TO DO ::
All that is wanted is a word-for-word copy of the line with "M1258 789 1324 917" and every line after it in the data below.

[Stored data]
------------------------------------------------------------------------
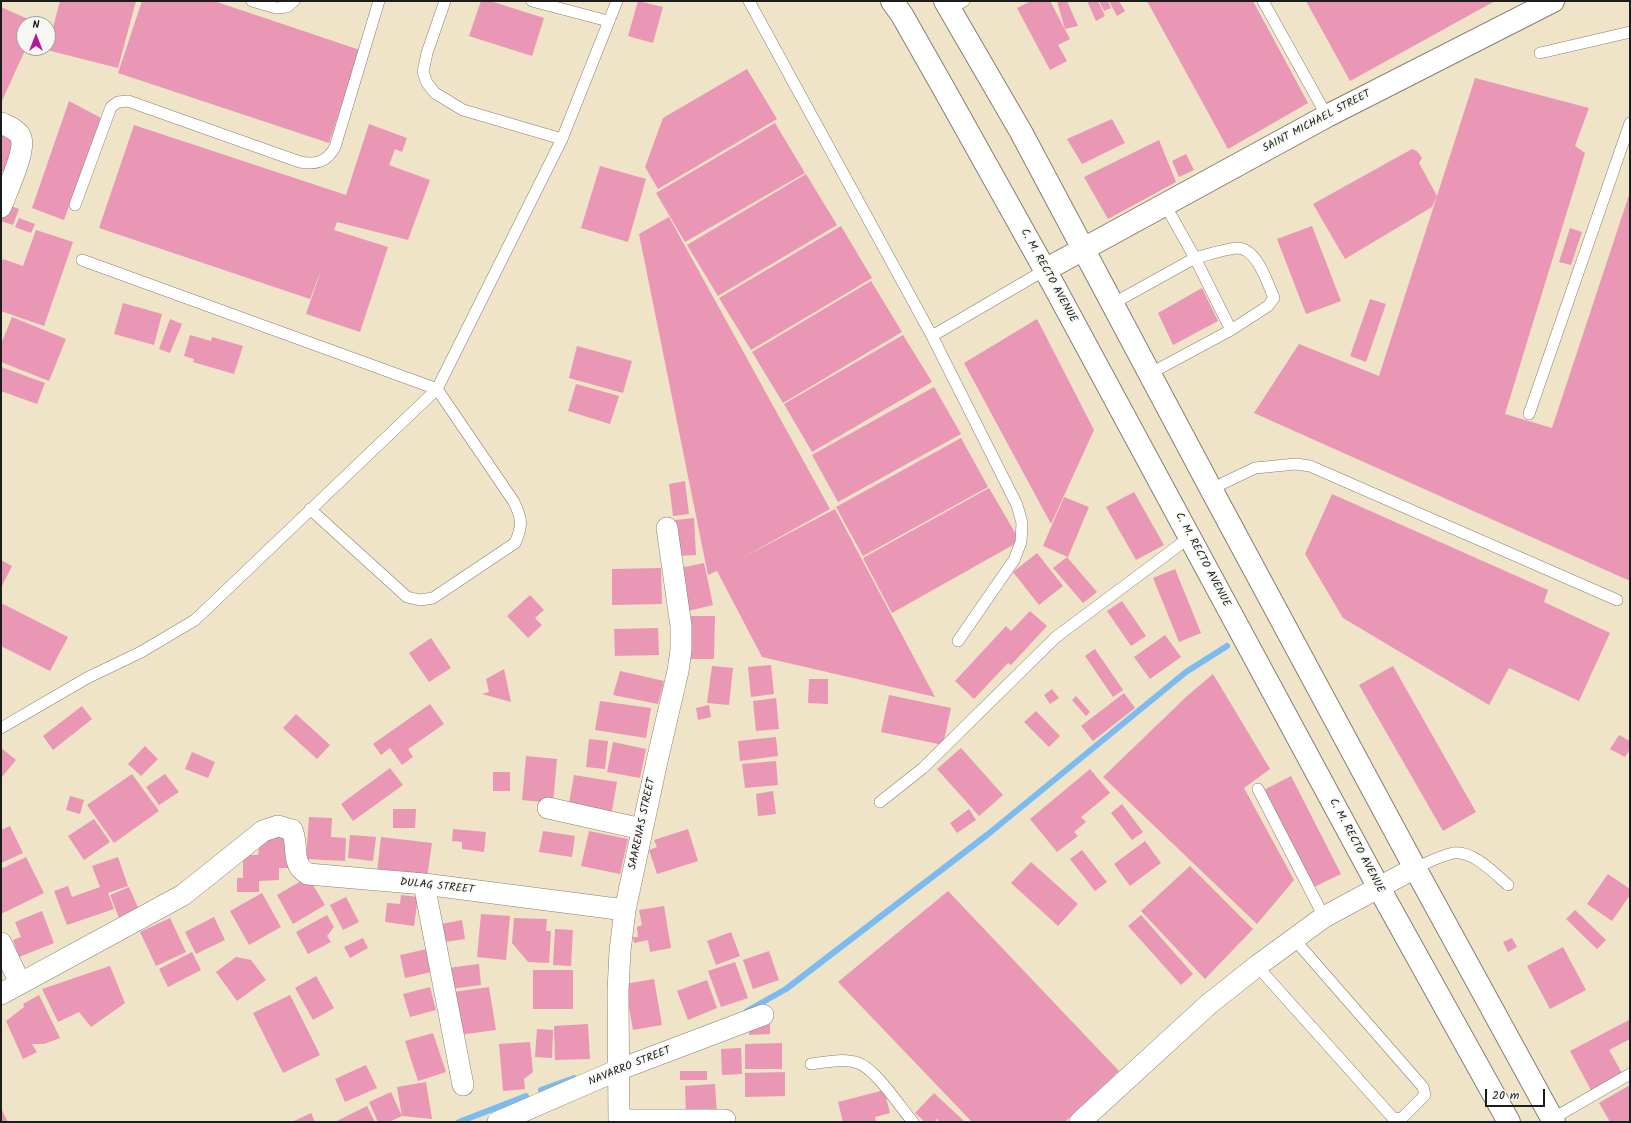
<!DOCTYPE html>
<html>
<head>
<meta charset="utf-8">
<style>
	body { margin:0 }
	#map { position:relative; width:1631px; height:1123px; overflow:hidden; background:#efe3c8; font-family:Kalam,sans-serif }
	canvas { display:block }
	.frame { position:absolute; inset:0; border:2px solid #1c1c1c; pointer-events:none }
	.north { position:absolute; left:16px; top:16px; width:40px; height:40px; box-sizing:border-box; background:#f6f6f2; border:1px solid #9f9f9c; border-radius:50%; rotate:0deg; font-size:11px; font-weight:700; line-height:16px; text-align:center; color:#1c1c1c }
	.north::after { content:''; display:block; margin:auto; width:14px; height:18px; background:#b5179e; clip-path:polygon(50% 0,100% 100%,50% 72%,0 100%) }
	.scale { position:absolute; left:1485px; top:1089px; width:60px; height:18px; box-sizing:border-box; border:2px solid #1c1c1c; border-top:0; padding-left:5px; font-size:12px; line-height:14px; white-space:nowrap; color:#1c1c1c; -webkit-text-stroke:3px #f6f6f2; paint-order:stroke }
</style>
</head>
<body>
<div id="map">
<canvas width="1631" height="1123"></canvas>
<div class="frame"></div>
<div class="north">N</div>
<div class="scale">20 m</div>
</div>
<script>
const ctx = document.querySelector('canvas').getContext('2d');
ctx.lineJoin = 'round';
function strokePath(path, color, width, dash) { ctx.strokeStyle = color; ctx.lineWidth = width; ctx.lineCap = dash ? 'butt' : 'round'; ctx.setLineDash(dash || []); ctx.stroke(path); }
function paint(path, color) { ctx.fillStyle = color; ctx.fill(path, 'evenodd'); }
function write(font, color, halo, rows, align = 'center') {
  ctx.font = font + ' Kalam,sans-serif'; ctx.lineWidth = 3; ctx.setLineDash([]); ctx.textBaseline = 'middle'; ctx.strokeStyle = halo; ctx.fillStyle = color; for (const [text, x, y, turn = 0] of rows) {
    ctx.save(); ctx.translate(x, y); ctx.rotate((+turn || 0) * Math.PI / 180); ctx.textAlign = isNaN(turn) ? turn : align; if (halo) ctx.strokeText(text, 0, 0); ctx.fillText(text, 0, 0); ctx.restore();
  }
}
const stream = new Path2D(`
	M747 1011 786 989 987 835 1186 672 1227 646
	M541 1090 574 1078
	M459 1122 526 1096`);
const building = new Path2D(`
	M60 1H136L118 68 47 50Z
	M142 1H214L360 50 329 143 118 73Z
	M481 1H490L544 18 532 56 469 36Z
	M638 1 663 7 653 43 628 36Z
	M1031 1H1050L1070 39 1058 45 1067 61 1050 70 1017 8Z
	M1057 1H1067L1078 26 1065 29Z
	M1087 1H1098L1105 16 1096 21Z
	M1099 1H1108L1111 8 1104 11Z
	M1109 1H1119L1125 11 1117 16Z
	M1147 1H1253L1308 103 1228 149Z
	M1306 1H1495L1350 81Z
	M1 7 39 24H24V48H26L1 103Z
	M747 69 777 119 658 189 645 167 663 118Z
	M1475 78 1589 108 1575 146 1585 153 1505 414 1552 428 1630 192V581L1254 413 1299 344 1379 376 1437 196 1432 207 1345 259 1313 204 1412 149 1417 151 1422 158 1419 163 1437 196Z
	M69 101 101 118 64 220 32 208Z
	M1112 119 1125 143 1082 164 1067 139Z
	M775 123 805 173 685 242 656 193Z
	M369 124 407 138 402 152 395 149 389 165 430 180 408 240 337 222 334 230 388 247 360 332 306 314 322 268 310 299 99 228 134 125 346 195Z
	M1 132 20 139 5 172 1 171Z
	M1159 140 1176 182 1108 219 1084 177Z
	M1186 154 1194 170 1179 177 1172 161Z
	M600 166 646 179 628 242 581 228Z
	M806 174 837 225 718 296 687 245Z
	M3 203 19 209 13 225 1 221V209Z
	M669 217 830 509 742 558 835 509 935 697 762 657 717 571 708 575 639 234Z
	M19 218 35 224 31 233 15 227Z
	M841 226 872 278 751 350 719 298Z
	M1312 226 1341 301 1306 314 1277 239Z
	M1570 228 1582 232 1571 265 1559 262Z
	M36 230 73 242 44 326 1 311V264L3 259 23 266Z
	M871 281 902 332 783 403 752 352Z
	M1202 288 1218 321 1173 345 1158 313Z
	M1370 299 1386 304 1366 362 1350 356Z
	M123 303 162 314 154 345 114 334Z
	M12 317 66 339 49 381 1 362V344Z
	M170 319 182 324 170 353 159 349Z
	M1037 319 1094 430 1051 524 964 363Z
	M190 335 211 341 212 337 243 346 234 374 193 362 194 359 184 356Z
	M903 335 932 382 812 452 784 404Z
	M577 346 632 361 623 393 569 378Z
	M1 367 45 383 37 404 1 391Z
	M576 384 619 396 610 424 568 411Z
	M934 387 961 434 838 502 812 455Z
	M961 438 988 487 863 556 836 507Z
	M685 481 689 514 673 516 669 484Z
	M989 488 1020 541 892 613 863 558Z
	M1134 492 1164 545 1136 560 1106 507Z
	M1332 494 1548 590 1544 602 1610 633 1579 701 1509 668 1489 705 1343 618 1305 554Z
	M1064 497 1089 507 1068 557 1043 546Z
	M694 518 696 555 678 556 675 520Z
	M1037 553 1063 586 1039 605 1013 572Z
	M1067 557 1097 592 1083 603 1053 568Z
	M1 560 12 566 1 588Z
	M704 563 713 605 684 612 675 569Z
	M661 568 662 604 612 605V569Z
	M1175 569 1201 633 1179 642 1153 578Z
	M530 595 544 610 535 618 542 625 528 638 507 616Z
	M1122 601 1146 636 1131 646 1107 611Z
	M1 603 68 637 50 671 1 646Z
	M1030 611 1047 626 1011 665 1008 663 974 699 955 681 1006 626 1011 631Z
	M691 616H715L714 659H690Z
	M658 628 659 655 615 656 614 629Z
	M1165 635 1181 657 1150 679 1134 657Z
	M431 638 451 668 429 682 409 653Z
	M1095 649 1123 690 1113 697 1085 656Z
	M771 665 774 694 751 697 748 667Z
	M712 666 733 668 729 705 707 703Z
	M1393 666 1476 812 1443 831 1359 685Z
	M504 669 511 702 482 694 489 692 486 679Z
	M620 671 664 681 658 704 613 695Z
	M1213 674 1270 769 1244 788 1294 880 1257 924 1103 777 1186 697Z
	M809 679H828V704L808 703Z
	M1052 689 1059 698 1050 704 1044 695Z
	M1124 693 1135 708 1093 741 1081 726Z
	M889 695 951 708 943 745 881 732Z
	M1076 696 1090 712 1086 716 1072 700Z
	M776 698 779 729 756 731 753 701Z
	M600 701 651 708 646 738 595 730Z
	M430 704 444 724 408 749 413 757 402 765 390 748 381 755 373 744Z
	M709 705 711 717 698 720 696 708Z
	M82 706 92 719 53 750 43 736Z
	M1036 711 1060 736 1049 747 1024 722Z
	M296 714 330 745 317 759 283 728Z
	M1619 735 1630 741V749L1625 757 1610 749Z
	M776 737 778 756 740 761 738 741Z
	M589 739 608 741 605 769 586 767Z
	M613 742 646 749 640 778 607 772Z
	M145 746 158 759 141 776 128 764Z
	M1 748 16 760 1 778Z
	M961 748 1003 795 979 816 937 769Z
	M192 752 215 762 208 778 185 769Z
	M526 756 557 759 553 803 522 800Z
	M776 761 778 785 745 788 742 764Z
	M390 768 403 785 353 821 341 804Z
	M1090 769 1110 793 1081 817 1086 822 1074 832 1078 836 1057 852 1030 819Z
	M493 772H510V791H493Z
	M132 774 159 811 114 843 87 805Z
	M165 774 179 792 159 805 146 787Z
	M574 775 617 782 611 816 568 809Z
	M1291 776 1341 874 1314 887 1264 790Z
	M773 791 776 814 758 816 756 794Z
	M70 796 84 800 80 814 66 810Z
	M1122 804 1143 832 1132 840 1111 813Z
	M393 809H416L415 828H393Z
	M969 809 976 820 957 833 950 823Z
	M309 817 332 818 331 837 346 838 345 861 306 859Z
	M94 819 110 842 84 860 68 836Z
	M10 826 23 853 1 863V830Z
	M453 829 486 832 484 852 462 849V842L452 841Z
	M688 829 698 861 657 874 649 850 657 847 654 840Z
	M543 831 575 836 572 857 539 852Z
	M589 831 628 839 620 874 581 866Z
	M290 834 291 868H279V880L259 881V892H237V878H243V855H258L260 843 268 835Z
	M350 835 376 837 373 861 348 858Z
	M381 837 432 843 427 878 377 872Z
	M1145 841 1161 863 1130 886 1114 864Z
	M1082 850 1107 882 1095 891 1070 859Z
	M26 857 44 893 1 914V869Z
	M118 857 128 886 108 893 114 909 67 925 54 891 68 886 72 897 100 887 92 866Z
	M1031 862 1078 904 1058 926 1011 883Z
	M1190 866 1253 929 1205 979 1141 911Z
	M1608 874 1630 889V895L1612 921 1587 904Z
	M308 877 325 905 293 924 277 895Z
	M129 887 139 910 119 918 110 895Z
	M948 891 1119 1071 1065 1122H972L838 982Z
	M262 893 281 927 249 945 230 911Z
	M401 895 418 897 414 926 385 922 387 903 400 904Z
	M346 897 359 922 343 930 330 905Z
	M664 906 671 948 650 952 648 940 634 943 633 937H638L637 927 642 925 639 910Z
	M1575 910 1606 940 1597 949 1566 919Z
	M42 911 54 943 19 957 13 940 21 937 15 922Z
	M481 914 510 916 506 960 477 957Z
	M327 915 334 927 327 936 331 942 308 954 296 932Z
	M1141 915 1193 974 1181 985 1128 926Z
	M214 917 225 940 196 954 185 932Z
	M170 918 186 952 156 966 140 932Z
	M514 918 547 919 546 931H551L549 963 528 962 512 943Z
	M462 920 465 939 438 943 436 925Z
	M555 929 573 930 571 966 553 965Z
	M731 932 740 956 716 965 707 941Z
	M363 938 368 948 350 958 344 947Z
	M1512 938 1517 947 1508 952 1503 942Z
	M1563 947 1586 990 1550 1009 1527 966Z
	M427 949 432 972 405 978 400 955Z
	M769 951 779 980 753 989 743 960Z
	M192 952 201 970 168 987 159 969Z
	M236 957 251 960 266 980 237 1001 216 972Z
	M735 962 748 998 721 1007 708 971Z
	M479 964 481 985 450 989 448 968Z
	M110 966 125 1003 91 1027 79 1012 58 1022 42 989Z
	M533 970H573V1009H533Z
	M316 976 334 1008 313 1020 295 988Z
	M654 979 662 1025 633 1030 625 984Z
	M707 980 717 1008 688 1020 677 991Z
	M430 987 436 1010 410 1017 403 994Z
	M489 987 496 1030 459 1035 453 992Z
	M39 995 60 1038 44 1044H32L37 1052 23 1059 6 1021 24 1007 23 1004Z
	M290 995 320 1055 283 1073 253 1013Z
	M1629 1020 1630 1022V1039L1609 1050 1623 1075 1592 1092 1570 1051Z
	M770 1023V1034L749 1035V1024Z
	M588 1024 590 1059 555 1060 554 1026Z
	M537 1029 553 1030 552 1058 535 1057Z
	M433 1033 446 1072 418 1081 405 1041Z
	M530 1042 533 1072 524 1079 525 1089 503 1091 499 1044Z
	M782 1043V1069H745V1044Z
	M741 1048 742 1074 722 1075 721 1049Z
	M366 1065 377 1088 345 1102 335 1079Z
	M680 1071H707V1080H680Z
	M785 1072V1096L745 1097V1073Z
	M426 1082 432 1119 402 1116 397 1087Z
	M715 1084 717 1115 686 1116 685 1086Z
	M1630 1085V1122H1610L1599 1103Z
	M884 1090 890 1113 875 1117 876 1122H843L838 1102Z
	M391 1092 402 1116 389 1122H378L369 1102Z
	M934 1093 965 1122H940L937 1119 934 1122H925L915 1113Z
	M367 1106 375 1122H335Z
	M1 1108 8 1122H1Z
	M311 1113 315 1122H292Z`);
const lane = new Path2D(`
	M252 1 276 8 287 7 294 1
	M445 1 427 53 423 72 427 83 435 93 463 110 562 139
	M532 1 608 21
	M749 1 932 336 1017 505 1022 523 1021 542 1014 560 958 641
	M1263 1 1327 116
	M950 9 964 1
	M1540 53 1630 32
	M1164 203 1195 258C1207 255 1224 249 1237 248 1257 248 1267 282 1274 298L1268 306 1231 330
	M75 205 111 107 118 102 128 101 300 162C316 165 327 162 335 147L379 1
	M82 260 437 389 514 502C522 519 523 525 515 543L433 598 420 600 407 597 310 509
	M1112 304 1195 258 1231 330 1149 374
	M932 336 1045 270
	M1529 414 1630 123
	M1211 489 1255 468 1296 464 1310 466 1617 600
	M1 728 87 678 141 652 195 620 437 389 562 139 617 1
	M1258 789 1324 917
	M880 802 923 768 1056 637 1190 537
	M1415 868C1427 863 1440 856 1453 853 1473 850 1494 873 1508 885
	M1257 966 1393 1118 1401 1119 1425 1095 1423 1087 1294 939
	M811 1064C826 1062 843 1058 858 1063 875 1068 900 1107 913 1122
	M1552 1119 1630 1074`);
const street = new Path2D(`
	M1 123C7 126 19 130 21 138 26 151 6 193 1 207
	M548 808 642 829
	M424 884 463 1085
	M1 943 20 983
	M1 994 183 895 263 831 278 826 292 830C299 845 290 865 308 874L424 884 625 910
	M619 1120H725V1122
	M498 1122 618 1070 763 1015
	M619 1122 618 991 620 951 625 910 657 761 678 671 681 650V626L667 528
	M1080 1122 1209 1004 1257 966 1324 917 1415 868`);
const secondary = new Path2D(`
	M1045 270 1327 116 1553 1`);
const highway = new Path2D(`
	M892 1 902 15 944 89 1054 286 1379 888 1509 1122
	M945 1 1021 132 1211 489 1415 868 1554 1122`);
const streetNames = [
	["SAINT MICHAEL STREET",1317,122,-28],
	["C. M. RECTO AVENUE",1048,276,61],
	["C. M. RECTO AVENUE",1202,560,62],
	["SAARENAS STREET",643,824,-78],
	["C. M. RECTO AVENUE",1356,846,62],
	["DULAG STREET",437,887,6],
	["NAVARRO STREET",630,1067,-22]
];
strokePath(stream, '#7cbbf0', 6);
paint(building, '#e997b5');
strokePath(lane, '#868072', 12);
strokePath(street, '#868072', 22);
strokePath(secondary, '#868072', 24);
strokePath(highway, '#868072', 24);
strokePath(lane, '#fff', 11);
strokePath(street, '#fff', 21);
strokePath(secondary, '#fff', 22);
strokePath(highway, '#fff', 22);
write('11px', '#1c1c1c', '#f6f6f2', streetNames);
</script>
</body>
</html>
------------------------------------------------------------------------
EXERCISE RESULT ::
	M1258 789 1324 917
	M880 802 923 768 1056 637 1190 537
	M1415 868C1427 863 1440 856 1453 853 1473 850 1494 873 1508 885
	M1257 966 1393 1118 1401 1119 1425 1095 1423 1087 1294 939
	M811 1064C826 1062 843 1058 858 1063 875 1068 900 1107 913 1122
	M1552 1119 1630 1074`);
const street = new Path2D(`
	M1 123C7 126 19 130 21 138 26 151 6 193 1 207
	M548 808 642 829
	M424 884 463 1085
	M1 943 20 983
	M1 994 183 895 263 831 278 826 292 830C299 845 290 865 308 874L424 884 625 910
	M619 1120H725V1122
	M498 1122 618 1070 763 1015
	M619 1122 618 991 620 951 625 910 657 761 678 671 681 650V626L667 528
	M1080 1122 1209 1004 1257 966 1324 917 1415 868`);
const secondary = new Path2D(`
	M1045 270 1327 116 1553 1`);
const highway = new Path2D(`
	M892 1 902 15 944 89 1054 286 1379 888 1509 1122
	M945 1 1021 132 1211 489 1415 868 1554 1122`);
const streetNames = [
	["SAINT MICHAEL STREET",1317,122,-28],
	["C. M. RECTO AVENUE",1048,276,61],
	["C. M. RECTO AVENUE",1202,560,62],
	["SAARENAS STREET",643,824,-78],
	["C. M. RECTO AVENUE",1356,846,62],
	["DULAG STREET",437,887,6],
	["NAVARRO STREET",630,1067,-22]
];
strokePath(stream, '#7cbbf0', 6);
paint(building, '#e997b5');
strokePath(lane, '#868072', 12);
strokePath(street, '#868072', 22);
strokePath(secondary, '#868072', 24);
strokePath(highway, '#868072', 24);
strokePath(lane, '#fff', 11);
strokePath(street, '#fff', 21);
strokePath(secondary, '#fff', 22);
strokePath(highway, '#fff', 22);
write('11px', '#1c1c1c', '#f6f6f2', streetNames);
</script>
</body>
</html>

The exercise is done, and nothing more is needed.